Blog post

Stop Haranguing Workers to Solve Interruption and Overload Problems Alone

By Craig Roth | November 15, 2021 | 0 Comments

Information workDigital WorkplaceAttention Management

Even though I research and write on Enterprise Attention Management, I still get annoyed by notifications and popups that are unnecessary for me. I have a high level of awareness of the problem, knowledge of proposed solutions, and motivation to fix them.  And yet, there goes my phone again flashing on the corner of my desk with a notification.  It seems there is only so much an aware, informed, motivated person can do about unnecessary interruptions and “information overload”.  

But all too often I see articles and books that imply that it’s all the worker’s problem to solve.  For example, see today’s Wall Street Journal (“Ping. Ding. Chirp. Notifications Are Driving Us Crazy.”).  The problem is described well. And at one point the author broadens the solutions a bit, quoting Gloria Mark saying the “onus is on teams and organizations to create new norms”.

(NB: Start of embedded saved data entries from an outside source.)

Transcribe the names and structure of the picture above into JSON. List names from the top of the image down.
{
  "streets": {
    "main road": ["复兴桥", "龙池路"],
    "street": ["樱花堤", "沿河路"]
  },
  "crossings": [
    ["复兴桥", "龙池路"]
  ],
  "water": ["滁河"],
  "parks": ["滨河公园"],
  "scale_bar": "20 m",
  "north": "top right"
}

But after that, the rest of the suggestions are for workers, such as “being transparent” or keeping “your clicks to a minimum”.

It Takes Four For This Tango

I see four interconnected sides to this issue: workers, IT, business management, and vendors. It’s a wicked problem and no one party can solve it.  Sure, a worker should do whatever they can to apply discipline. In fact, recognizing attentional difficulties and then learning to use your software and devices to reduce them is now part of a knowledge worker’s job (see Attention Information Workers: Your Job Description Has Changed). 

In the information age, navigating a virtual forest of information is your job, not the thing that prevents you from doing your job. 

Workers can’t do it alone, though. That’s why principle #2 in my presentation “Four Principles Digital Workplace Leaders Need to Help Workers Get Past Information Overload” is “Embrace IT’s Power to Assist All Workers”. 

Instead of trying to get workers, one at a time, to change their behavior, why not look for action from the one person who owns the system that’s bothering everybody?  If the notification settings for email or Teams or devices are too distracting, one IT person can change the default instead of suggesting a thousand workers do it through a “tip” in a newsletter. Getting or building some new systems may help (but be careful not to make the problem worse).

IT, We Have a Problem

IT needs to put some skin in the game.  That may take investment of their time and resources. For example, our IT department noticed that a process for handling client requests was filling up inboxes with emails that could fall between the cracks or weren’t needed. So they developed a system to handle and track these requests.  It just launched today, so that is too soon to tell if it will succeed in reducing the noise in my inbox.  But I like that IT noticed and then decided to own this problem instead of just sending all of us poor analysts tips on how to better manage our emails.

I understand these articles and books are targeted to workers. No sense telling them to take control over things they have no control over, right?  But without acknowledging the other sides to this wicked problem, the implication is that if you’re feeling info-stress it’s your fault. 

So let me say to stressed out workers: do what you can to decrease the noise and increase the ability to notice the important information, but there’s only so much you can do without help and you’re not alone in having trouble managing the deluge of notifications and data.  

And to IT: get to work helping your workers manage their attention!  They can’t do it without you.